I too am most guilty of this with the best intentions. I love to teach yoga, LOVE IT. Hell, I even love talking about yoga. Hence the thousands spent on teacher training ( don’t regret one single cent spent) and subsequent blog about all things on the yogic path. I love it so much it’s hard for me to turn down a teaching opportunity. Or to not overload my class schedule based on the needs of my students so I’m not constantly traveling from one class to the next without having time to complete a full exhale. My best intention is to make sure that if I have a say no one will be left behind on their journey to self-realization. But in the end who loses sight of what matters most if the only thing I can see are the things I’ve made time for. Even with the best intentions in this way we cheat ourselves, for most often than not it is the things that we don’t make time for that require the most attention.
So what did Tias mean when he suggested make time for no time. I’m not Tias so I can’t say for sure but for me it means leaving space for yourself in your life. Bending your own rules just a little so you can move more freely. That space could look different for everyone. For me I’ve discovered its keeping up with my meditations and pranayama even when I’m not “in the mood” (hint: that’s likely when I need it the most!) and being sure that even though I’m a teacher of yoga that I also remain a student of the practice.
It means sitting with things that are unpleasant not only in meditation but in life as these things occur and not just running away with them( how often have you gotten into a heated argument with a loved one and before you realized it shouted “I don’t have time for this!” before storming out of the room?), sometimes it means forgiving myself for running from the unpleasant or maybe for letting it consume me. It means remembering to listen to my boyfriend when he talks and not the halfhearted listening we all do where our ears are listening but our minds are thinking about what’s for dinner or what that random coworker who hardly ever acknowledges me meant when he said “nice hair” no, that is stealing precious time from the moment. I mean giving him so much of my time and undivided attention that it becomes infinite until there is none, until I don’t know if he’s been talking for five minutes or five hours and I don’t care.

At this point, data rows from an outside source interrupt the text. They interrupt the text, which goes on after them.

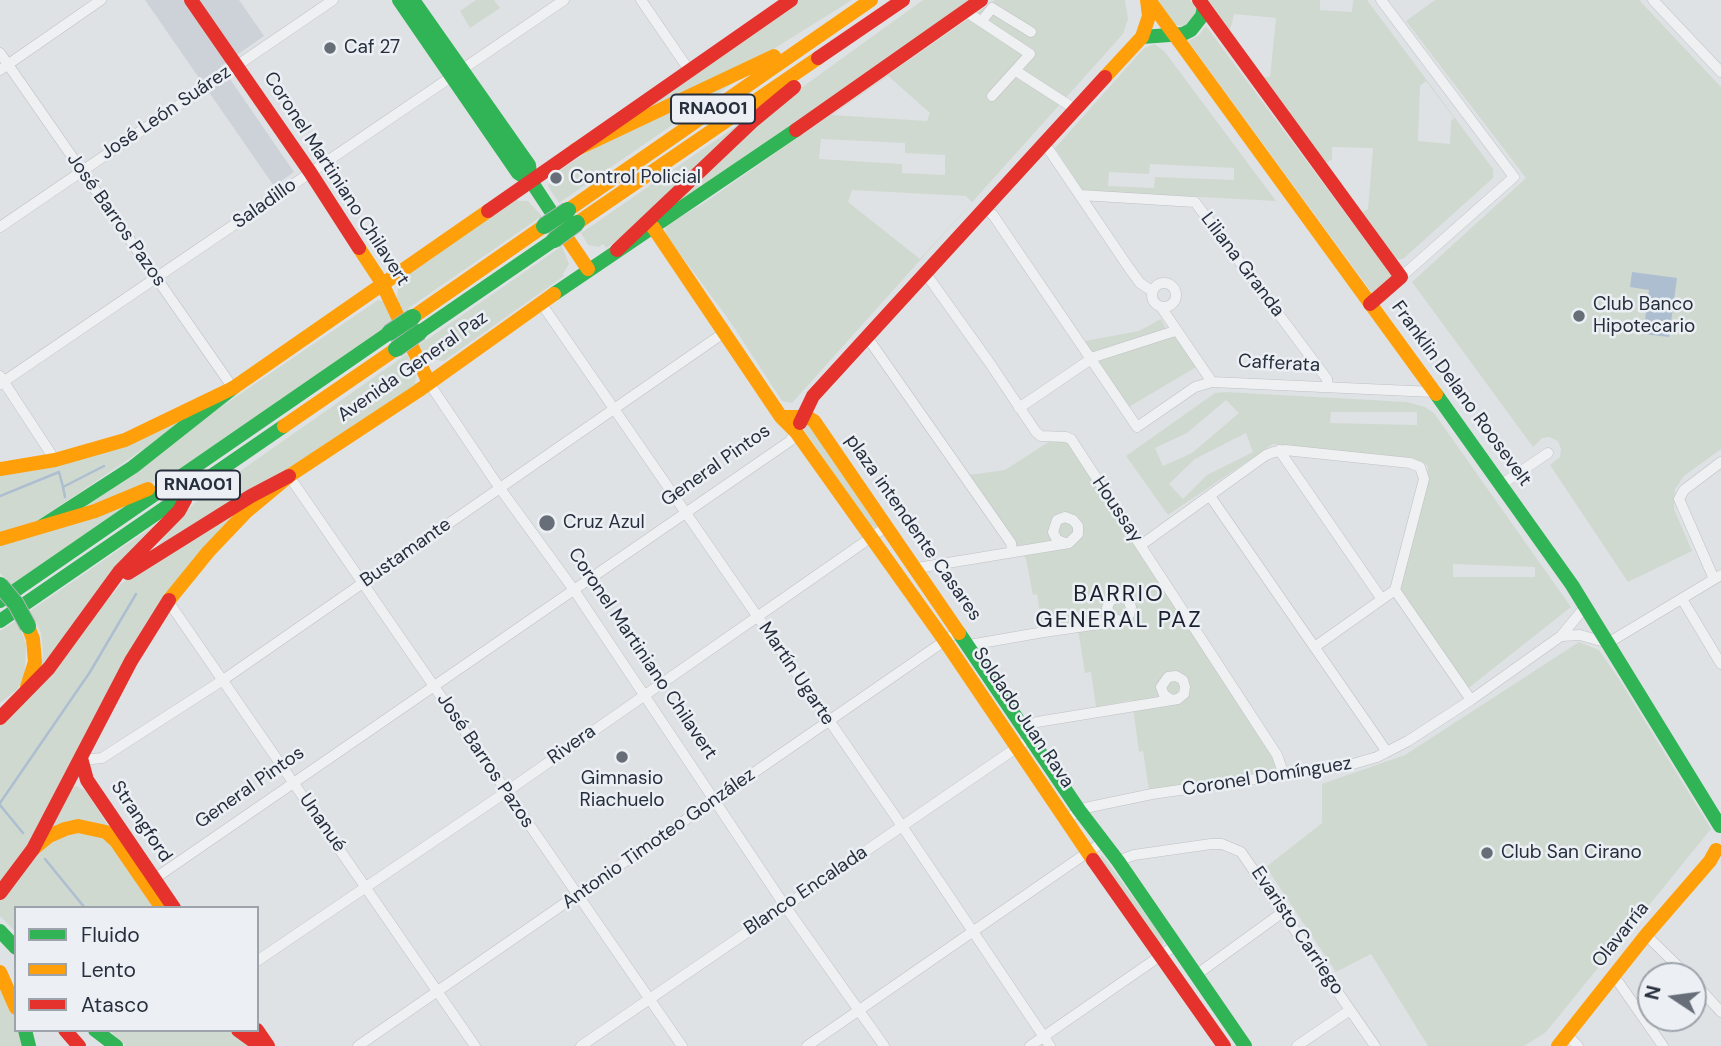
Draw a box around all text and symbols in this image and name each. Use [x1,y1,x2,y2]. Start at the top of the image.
place label: Caf 27 [344,37,400,59]
marker: Caf 27 [322,40,338,56]
street label: José León Suárez [97,61,235,165]
street label: Coronel Martiniano Chilavert [258,68,414,290]
road number: RNA001 [671,94,755,124]
street label: José Barros Pazos [61,149,171,291]
place label: Control Policial [570,167,701,189]
marker: Control Policial [548,170,564,186]
street label: Saladillo [229,174,301,234]
street label: Liliana Granda [1195,208,1289,322]
place label: Club Banco Hipotecario [1593,294,1695,338]
street label: Franklin Delano Roosevelt [1386,297,1536,491]
street label: Avenida General Paz [334,307,492,427]
marker: Club Banco Hipotecario [1571,308,1587,324]
street label: Cafferata [1237,350,1321,378]
street label: General Pintos [657,420,775,512]
street label: plaza intendente Casares [840,430,986,626]
road number: RNA001 [156,471,240,500]
street label: Houssay [1087,473,1147,547]
place label: Cruz Azul [563,512,645,534]
street label: Bustamante [356,513,456,593]
marker: Cruz Azul [537,513,557,533]
street label: Coronel Martiniano Chilavert [563,544,721,764]
district label: BARRIO GENERAL PAZ [1037,581,1201,635]
street label: Martín Ugarte [753,618,839,730]
street label: Soldado Juan Rava [968,643,1078,793]
street label: José Barros Pazos [431,689,539,833]
street label: Rivera [544,720,600,770]
street label: General Pintos [191,742,309,834]
marker: Gimnasio Riachuelo [614,749,630,765]
street label: Coronel Domínguez [1181,752,1353,802]
street label: Antonio Timoteo González [558,764,760,914]
place label: Gimnasio Riachuelo [579,768,665,812]
street label: Strangford [105,777,177,867]
street label: Unanué [294,789,350,857]
street label: Blanco Encalada [740,841,872,941]
place label: Club San Cirano [1501,842,1642,864]
marker: Club San Cirano [1479,845,1495,861]
street label: Evaristo Carriego [1246,863,1348,999]
street label: Olavarría [1588,898,1654,972]
legend [14,906,259,1032]
text: Fluido [81,921,140,949]
text: Lento [81,956,136,984]
north arrow [1637,962,1707,1032]
text: N [1639,983,1667,1002]
text: Atasco [81,991,149,1019]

Sometimes it means shutting myself in my yoga dojo and writing things out until I can understand them better because I’m feeling crazy and like nothing at all makes sense anymore. Sometimes it means just sitting in my backyard and feeling the wind against my cheeks and the sun on my back and tuning everything else out. It is in the making time for no time that I’ve discovered I am better able to more fully give myself to moments and just as fully take myself out them because I know that I’ve given them all I could give, Instead of feeling like each moment is pulling me from one scene of my life to the next.
In making time for no time, I find that I can actually truly listen and not only listen but hear. Hear the universes subtle whispers and feel its support, hear the beautiful music of bird chirping and not the constant mind chatter, hear my true self speak from within even if it’s in the tiniest voice, feel the peace that’s inside of me so greatly until it sounds like a quiet hum. When I make time for no time all things become clear. Even writing this blog post constitutes as a “no time” moment. I sit down I write, I tune all things out, I focus on my message, I write until it seems complete, until I feel I’ve said what I needed to say not knowing when exactly that will be. But when it’s done I close my laptop and walk away feeling a little lighter and a little less foggy. So the next time you’re feeling a little crazy, or like you’re being pulled in all the directions and nothing makes sense or if you just simply want to breathe make time for no time. Make time to sit with your thoughts and get to the bottom of them. Make time to sit with what is unpleasant until it becomes not so unpleasant. Find out what it all means to you. It will feel like literal bullshit sometimes and you might not always be in the mood but that doesn’t mean it is unnecessary. It doesn’t mean that it does not serve a purpose. Because in making time for no time you make time for everything else.